El Chancellor
El Chancellor El meteoro persiste así durante una media hora y contribuye abatiendo la violencia del viento; pero éste, después de haber saltado a todos los puntos del compás, prosigue luego con una violencia incomparable. El mástil de la balsa, cuyos obenques se rompen, está recostado de través sobre el piso de ésta, y nos apresuramos a soltarlo de su ensambladura, con el fin de que no se quiebre por el pie. El timón es desmontado por un golpe de mar, y la espadilla se va a la deriva sin que sea posible retenerla. Al mismo tiempo, los tablones que forman la borda de babor son arrancados, y el mar entra por esta abertura.

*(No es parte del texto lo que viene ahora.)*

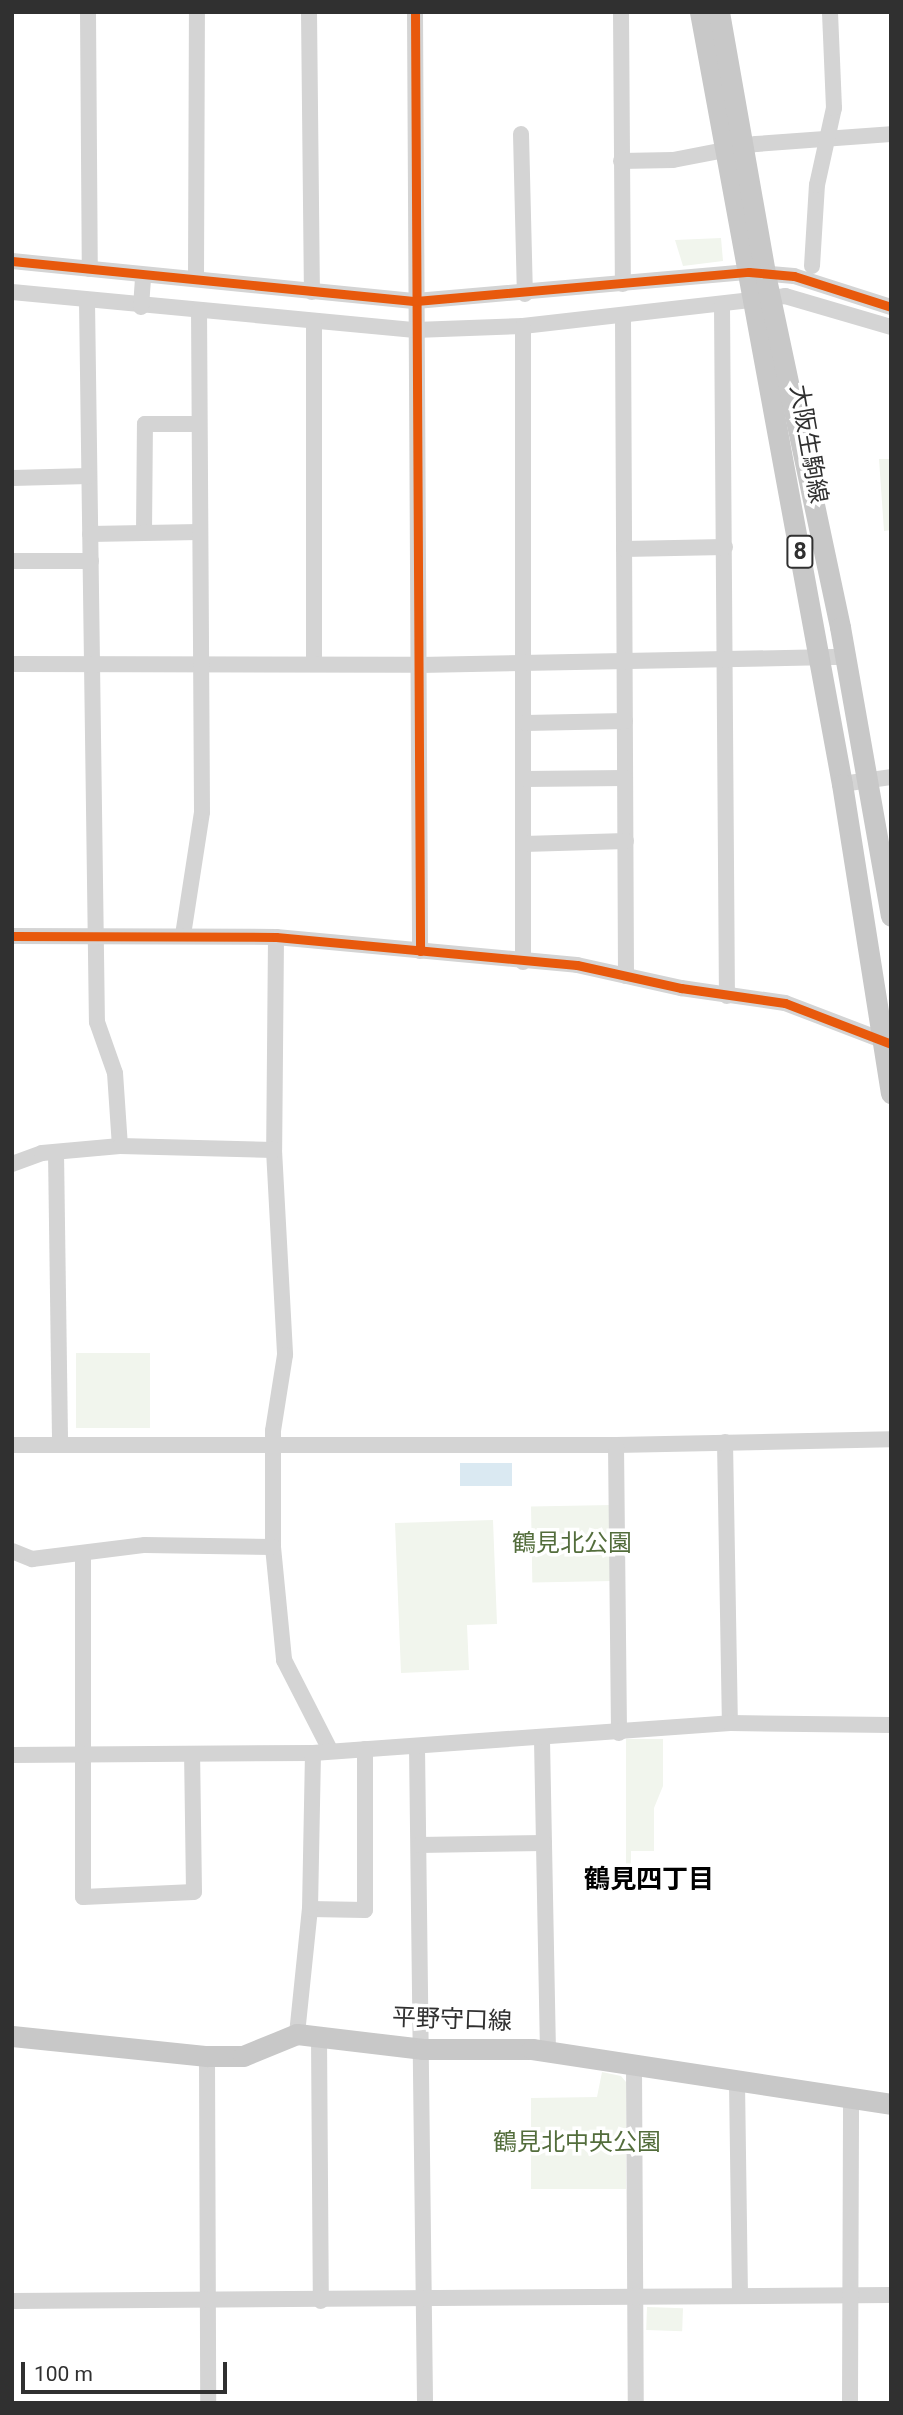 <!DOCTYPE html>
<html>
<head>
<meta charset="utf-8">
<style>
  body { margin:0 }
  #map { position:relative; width:903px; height:2415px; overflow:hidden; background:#fff; font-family:Roboto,"Noto Sans JP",sans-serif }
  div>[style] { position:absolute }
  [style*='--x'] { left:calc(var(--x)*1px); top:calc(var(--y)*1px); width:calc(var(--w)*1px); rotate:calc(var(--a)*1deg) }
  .green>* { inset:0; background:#f1f5ed; transform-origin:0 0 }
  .water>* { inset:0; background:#dae9f2; transform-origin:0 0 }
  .minor>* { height:16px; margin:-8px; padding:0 8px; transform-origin:8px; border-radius:8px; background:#d4d4d4 }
  .major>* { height:21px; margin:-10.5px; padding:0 10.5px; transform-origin:10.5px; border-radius:10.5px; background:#c8c8c8 }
  .cycleway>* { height:9px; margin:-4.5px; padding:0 4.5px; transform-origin:4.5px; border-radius:4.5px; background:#e8590c }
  span { translate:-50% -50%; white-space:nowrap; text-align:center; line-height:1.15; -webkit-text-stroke:7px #fff; paint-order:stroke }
  .shield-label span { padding:2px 5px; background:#fff; border:2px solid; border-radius:5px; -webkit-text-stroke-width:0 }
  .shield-label { font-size:23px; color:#303030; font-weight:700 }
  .street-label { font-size:24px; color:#303030 }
  .park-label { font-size:24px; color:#536d3c }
  .neighbourhood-label { font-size:26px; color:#000; font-weight:700 }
  .frame { position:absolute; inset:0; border:14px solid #303030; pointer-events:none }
  .scale { position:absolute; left:21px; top:2362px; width:206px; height:32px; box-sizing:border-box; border:4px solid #303030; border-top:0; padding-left:9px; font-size:21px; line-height:24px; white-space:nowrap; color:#303030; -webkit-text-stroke:5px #fff; paint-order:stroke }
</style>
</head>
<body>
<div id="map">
  <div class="green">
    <div style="clip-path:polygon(721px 238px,723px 261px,683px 266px,675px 240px)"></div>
    <div style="clip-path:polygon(879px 459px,891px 459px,891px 530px,884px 531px)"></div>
    <div style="left:150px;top:1353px;width:75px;height:74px;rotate:90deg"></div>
    <div style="left:612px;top:1505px;width:76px;height:81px;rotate:89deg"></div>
    <div style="clip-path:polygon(493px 1520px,497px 1624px,467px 1625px,469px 1670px,401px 1673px,395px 1523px)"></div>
    <div style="clip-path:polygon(626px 1739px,663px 1739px,663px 1786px,654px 1808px,654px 1851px,631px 1851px,631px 1871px,626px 1871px)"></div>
    <div style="clip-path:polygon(602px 2072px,621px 2076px,626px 2082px,626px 2189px,531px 2189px,531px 2098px,597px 2097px)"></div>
    <div style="left:647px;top:2307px;width:36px;height:23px;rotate:2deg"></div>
  </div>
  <div class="water">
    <div style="left:512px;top:1463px;width:23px;height:52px;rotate:90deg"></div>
  </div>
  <div class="minor">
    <div style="--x:88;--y:12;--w:257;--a:89.6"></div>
    <div style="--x:309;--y:12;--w:280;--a:89.4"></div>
    <div style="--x:415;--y:12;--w:939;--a:89.69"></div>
    <div style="--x:621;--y:12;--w:272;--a:89.6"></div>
    <div style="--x:521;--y:134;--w:160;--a:88.6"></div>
    <div style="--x:621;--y:161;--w:52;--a:-1.1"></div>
    <div style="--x:673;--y:160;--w:85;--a:-10.9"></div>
    <div style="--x:756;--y:144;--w:135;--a:-4.2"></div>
    <div style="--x:12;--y:261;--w:406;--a:5.7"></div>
    <div style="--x:416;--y:301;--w:334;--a:-5"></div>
    <div style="--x:749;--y:272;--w:45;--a:5.1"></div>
    <div style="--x:794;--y:276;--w:102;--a:17.7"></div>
    <div style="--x:812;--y:266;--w:81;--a:-86.5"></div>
    <div style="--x:817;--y:185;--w:79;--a:-77.6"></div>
    <div style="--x:834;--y:108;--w:96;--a:-92.4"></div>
    <div style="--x:196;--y:279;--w:267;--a:-89.8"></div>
    <div style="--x:12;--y:292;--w:405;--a:5.4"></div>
    <div style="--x:415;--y:330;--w:108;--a:-2.1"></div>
    <div style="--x:523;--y:326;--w:264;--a:-6.5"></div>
    <div style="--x:785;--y:296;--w:110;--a:16.3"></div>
    <div style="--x:87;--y:301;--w:721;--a:89.21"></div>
    <div style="--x:97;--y:1022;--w:54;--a:70.6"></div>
    <div style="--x:115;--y:1073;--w:73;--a:86.1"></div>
    <div style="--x:722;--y:305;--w:691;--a:89.59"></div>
    <div style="--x:141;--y:307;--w:32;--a:-86"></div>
    <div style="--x:623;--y:316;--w:660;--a:89.74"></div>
    <div style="--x:314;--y:324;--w:339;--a:90"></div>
    <div style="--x:523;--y:326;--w:636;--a:90"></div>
    <div style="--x:12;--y:478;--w:77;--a:-1.5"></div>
    <div style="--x:144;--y:533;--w:109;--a:-89.5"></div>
    <div style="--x:145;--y:424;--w:54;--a:0"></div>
    <div style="--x:90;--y:534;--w:109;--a:-1.1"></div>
    <div style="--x:624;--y:549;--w:101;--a:-1.1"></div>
    <div style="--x:12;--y:561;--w:79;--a:0"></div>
    <div style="--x:12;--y:664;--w:407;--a:0.1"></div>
    <div style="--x:419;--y:665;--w:426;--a:-1.1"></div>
    <div style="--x:525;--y:723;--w:100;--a:-1.1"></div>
    <div style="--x:524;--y:779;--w:101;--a:-0.6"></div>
    <div style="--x:842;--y:784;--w:49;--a:-8.1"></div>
    <div style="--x:524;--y:844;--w:102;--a:-1.7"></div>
    <div style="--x:183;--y:935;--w:124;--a:-81.2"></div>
    <div style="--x:202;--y:812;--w:501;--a:-90.34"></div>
    <div style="--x:12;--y:936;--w:264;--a:0.2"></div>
    <div style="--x:276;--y:937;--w:302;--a:5.3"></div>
    <div style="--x:577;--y:965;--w:107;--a:12.5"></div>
    <div style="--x:681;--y:988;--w:105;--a:8.2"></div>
    <div style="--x:785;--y:1003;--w:112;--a:20.9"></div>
    <div style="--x:276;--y:937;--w:213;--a:90.5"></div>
    <div style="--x:274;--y:1150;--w:205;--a:86.9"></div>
    <div style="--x:285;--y:1355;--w:77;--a:99"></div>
    <div style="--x:273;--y:1431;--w:116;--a:90"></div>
    <div style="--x:273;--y:1547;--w:114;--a:84.4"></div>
    <div style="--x:284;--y:1660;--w:101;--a:62.9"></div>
    <div style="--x:56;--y:1152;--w:293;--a:89.2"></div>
    <div style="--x:12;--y:1164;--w:32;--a:-20"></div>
    <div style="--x:42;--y:1153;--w:78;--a:-5.1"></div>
    <div style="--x:120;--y:1146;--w:154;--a:1.5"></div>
    <div style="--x:725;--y:1442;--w:281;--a:89"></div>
    <div style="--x:12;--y:1445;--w:604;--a:0"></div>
    <div style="--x:616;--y:1445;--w:275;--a:-1.2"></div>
    <div style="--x:616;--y:1445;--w:288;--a:89.4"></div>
    <div style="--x:12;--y:1551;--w:22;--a:22"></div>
    <div style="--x:32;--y:1559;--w:114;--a:-7.1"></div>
    <div style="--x:145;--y:1545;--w:128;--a:0.9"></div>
    <div style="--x:83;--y:1555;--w:342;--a:90"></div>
    <div style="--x:83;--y:1897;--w:111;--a:-2.6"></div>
    <div style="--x:194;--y:1892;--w:137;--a:-90.8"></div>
    <div style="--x:542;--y:1740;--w:310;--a:88.9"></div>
    <div style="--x:417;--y:1746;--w:657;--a:89.3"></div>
    <div style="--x:12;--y:1755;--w:301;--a:-0.4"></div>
    <div style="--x:313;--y:1753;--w:418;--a:-4.1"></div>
    <div style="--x:730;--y:1723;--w:161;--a:0.7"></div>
    <div style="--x:419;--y:1845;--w:125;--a:-0.9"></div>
    <div style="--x:310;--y:1909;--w:55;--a:1"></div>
    <div style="--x:365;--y:1910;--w:161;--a:-90"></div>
    <div style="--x:297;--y:2034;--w:126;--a:-84.1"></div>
    <div style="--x:310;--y:1909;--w:156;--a:-88.9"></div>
    <div style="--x:319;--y:2037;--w:264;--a:89.6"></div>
    <div style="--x:207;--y:2056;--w:347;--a:89.8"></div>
    <div style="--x:634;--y:2067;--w:336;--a:89.7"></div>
    <div style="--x:737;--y:2082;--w:214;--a:89.2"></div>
    <div style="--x:12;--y:2301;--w:879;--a:-0.39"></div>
    <div style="--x:850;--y:2403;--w:305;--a:-89.8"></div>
  </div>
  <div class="major">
    <div style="--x:700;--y:12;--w:785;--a:79.58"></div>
    <div style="--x:842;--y:784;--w:313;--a:81"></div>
    <div style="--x:719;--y:12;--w:266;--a:80"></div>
    <div style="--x:765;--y:274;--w:361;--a:78"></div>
    <div style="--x:840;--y:627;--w:293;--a:80"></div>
    <div style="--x:12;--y:2036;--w:196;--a:5.9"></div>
    <div style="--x:207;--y:2056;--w:36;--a:0"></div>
    <div style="--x:243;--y:2056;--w:58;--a:-22.2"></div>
    <div style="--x:297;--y:2034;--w:127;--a:6.8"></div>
    <div style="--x:423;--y:2049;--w:109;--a:0"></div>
    <div style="--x:532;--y:2049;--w:363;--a:8.7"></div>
  </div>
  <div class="cycleway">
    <div style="--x:415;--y:12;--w:939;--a:89.69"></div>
    <div style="--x:12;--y:261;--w:406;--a:5.7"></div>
    <div style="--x:416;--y:301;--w:334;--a:-5"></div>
    <div style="--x:749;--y:272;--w:45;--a:5.1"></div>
    <div style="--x:794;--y:276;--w:102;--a:17.7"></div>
    <div style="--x:12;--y:936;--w:264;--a:0.2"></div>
    <div style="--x:276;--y:937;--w:302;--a:5.3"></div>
    <div style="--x:577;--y:965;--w:107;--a:12.5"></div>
    <div style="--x:681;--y:988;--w:105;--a:8.2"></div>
    <div style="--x:785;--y:1003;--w:114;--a:21.1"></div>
  </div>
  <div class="shield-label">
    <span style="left:800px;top:552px">8</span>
  </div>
  <div class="street-label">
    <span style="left:808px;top:444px;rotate:80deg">大阪生駒線</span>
    <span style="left:452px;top:2020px;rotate:2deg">平野守口線</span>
  </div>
  <div class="park-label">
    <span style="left:572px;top:1544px">鶴見北公園</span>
    <span style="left:577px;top:2143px">鶴見北中央公園</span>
  </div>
  <div class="neighbourhood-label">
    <span style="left:649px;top:1880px">鶴見四丁目</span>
  </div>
  <div class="frame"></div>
  <div class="scale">100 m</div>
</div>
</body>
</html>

El carpintero y los marineros quieren reparar la avería, pero los enormes balanceos no les dan tregua, derrumbándoles y rodando unos sobre otros en el momento que la balsa es llevada por olas monstruosas, que la inclinan bajo un ángulo de más de cuarenta y cinco grados. ¿Cómo no son estos hombres arrebatados por el mar? ¿Cómo no se rompen los cabos que nos retienen? ¿Cómo no somos todos echados al abismo? Es inexplicable. ¡En cuanto a mí, me parece imposible que, en uno de estos movimientos desordenados, la balsa no sea volteada, y entonces, atados a estas tablas, perezcamos asfixiados bajo el agua!